- [Listed entries]
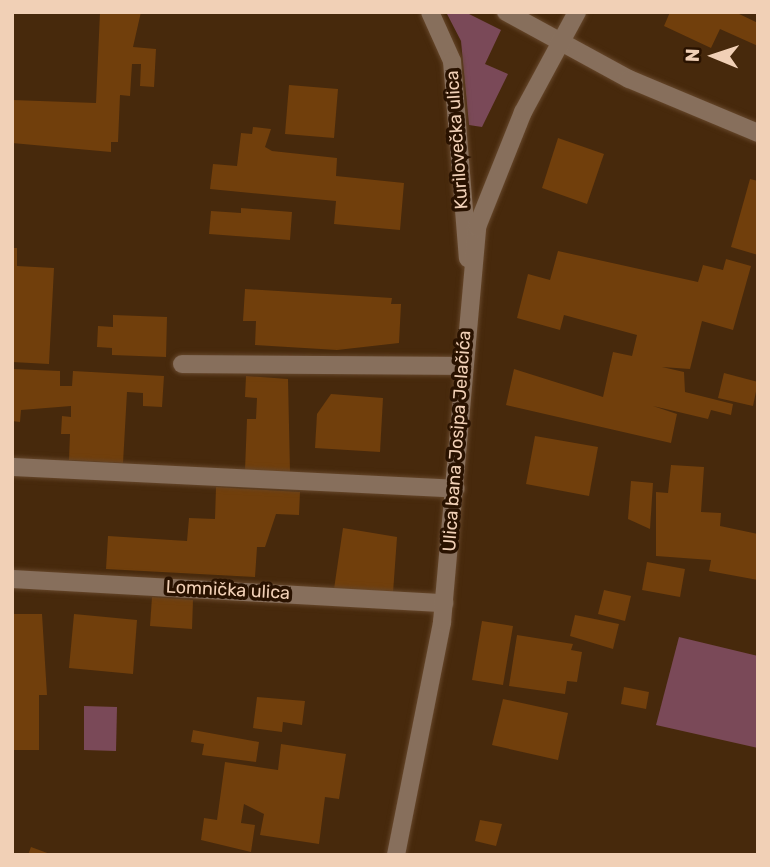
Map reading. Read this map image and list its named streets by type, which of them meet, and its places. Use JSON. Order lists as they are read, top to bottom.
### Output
{
  "streets": {
    "street": ["Kurilovečka ulica", "Ulica bana Josipa Jelačića", "Lomnička ulica"]
  },
  "crossings": [
    ["Kurilovečka ulica", "Ulica bana Josipa Jelačića"],
    ["Ulica bana Josipa Jelačića", "Lomnička ulica"]
  ],
  "north": "left"
}
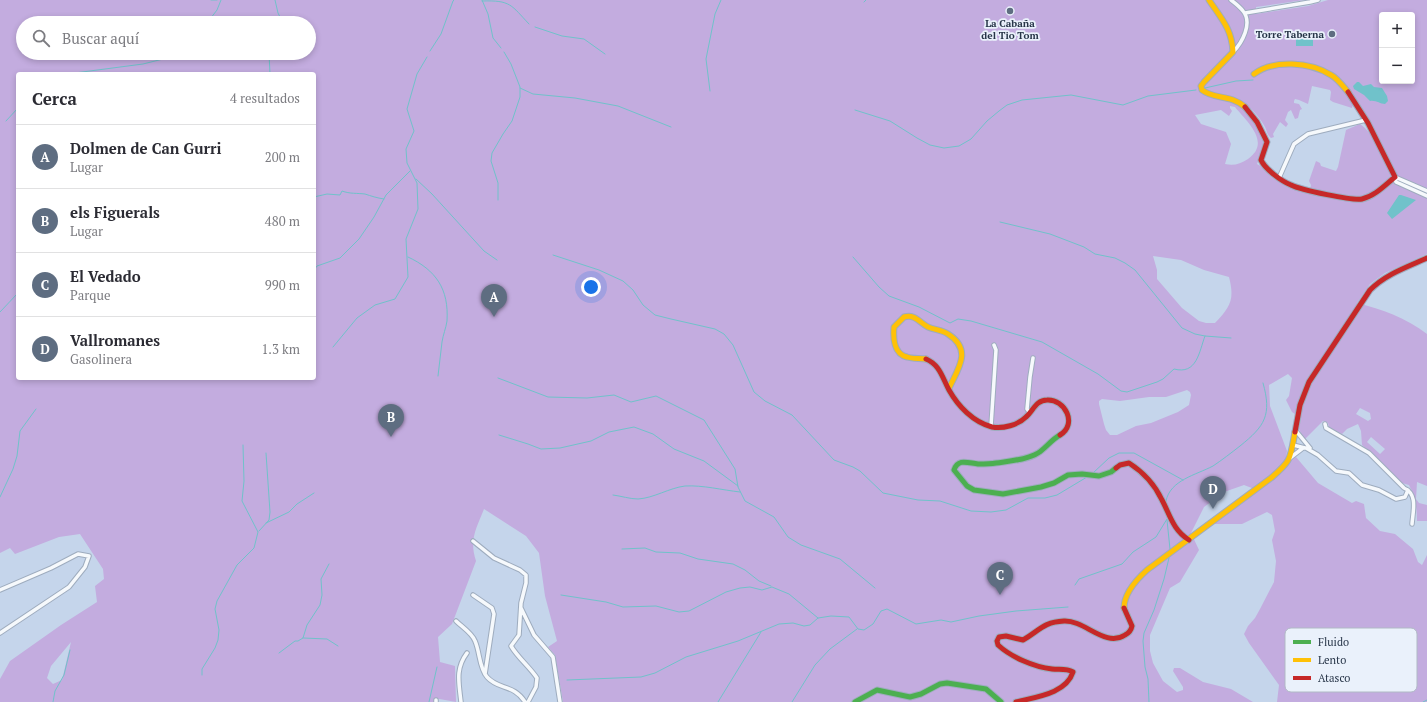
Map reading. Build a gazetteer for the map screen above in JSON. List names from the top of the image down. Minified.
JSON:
{"places":["La Cabaña del Tio Tom","Torre Taberna"],"legend":["Fluido","Lento","Atasco"],"page":{"map_buttons":["+","−"],"search":"Buscar aquí","heading":["Cerca","4 resultados"],"list":[{"mark":"A","name":"Dolmen de Can Gurri","note":"Lugar","value":"200 m"},{"mark":"B","name":"els Figuerals","note":"Lugar","value":"480 m"},{"mark":"C","name":"El Vedado","note":"Parque","value":"990 m"},{"mark":"D","name":"Vallromanes","note":"Gasolinera","value":"1.3 km"}],"pins":["A","B","D","C"]}}
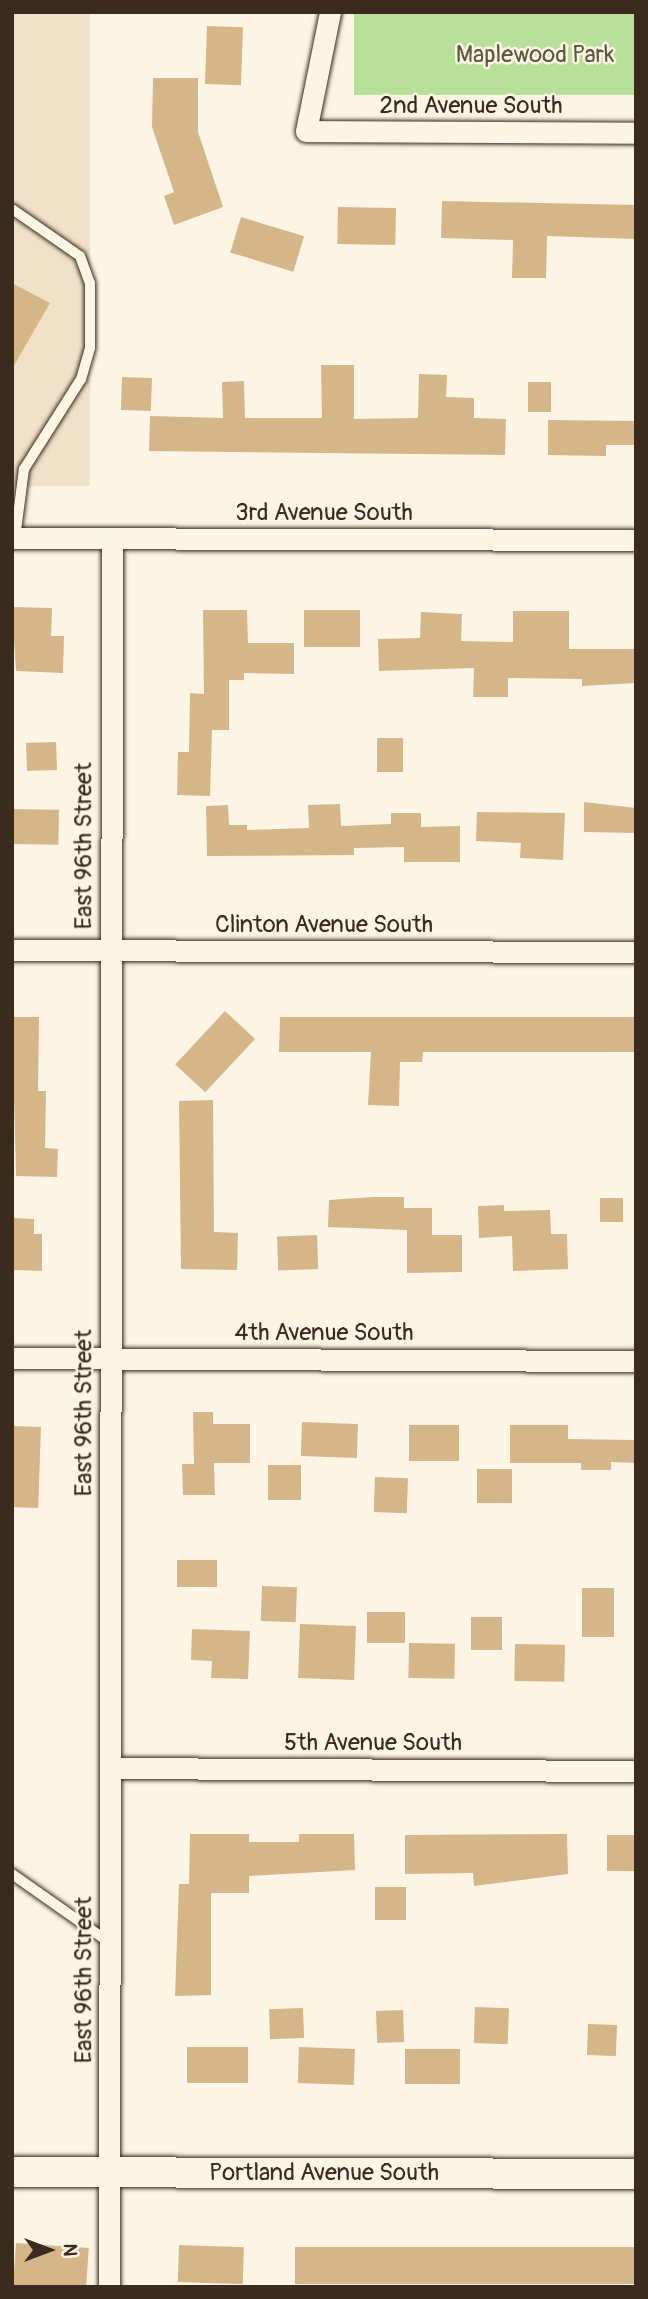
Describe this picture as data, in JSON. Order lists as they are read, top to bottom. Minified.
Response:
{"streets":{"main road":["Portland Avenue South"],"street":["2nd Avenue South","3rd Avenue South","East 96th Street","Clinton Avenue South","4th Avenue South","5th Avenue South"]},"crossings":[["3rd Avenue South","East 96th Street"],["East 96th Street","Clinton Avenue South"],["East 96th Street","4th Avenue South"],["East 96th Street","5th Avenue South"],["East 96th Street","Portland Avenue South"]],"parks":["Maplewood Park"],"north":"right"}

- [What you will do] Each record above should be returned unchanged, except that the pictures are dropped.

- [Written response]
Map reading. Read this map image and list its named streets by type, which of them meet, and its places. Use JSON. Order lists as they are read, top to bottom.
### Output
{
  "streets": {
    "street": ["Kurilovečka ulica", "Ulica bana Josipa Jelačića", "Lomnička ulica"]
  },
  "crossings": [
    ["Kurilovečka ulica", "Ulica bana Josipa Jelačića"],
    ["Ulica bana Josipa Jelačića", "Lomnička ulica"]
  ],
  "north": "left"
}
Map reading. Build a gazetteer for the map screen above in JSON. List names from the top of the image down. Minified.
JSON:
{"places":["La Cabaña del Tio Tom","Torre Taberna"],"legend":["Fluido","Lento","Atasco"],"page":{"map_buttons":["+","−"],"search":"Buscar aquí","heading":["Cerca","4 resultados"],"list":[{"mark":"A","name":"Dolmen de Can Gurri","note":"Lugar","value":"200 m"},{"mark":"B","name":"els Figuerals","note":"Lugar","value":"480 m"},{"mark":"C","name":"El Vedado","note":"Parque","value":"990 m"},{"mark":"D","name":"Vallromanes","note":"Gasolinera","value":"1.3 km"}],"pins":["A","B","D","C"]}}
Describe this picture as data, in JSON. Order lists as they are read, top to bottom. Minified.
Response:
{"streets":{"main road":["Portland Avenue South"],"street":["2nd Avenue South","3rd Avenue South","East 96th Street","Clinton Avenue South","4th Avenue South","5th Avenue South"]},"crossings":[["3rd Avenue South","East 96th Street"],["East 96th Street","Clinton Avenue South"],["East 96th Street","4th Avenue South"],["East 96th Street","5th Avenue South"],["East 96th Street","Portland Avenue South"]],"parks":["Maplewood Park"],"north":"right"}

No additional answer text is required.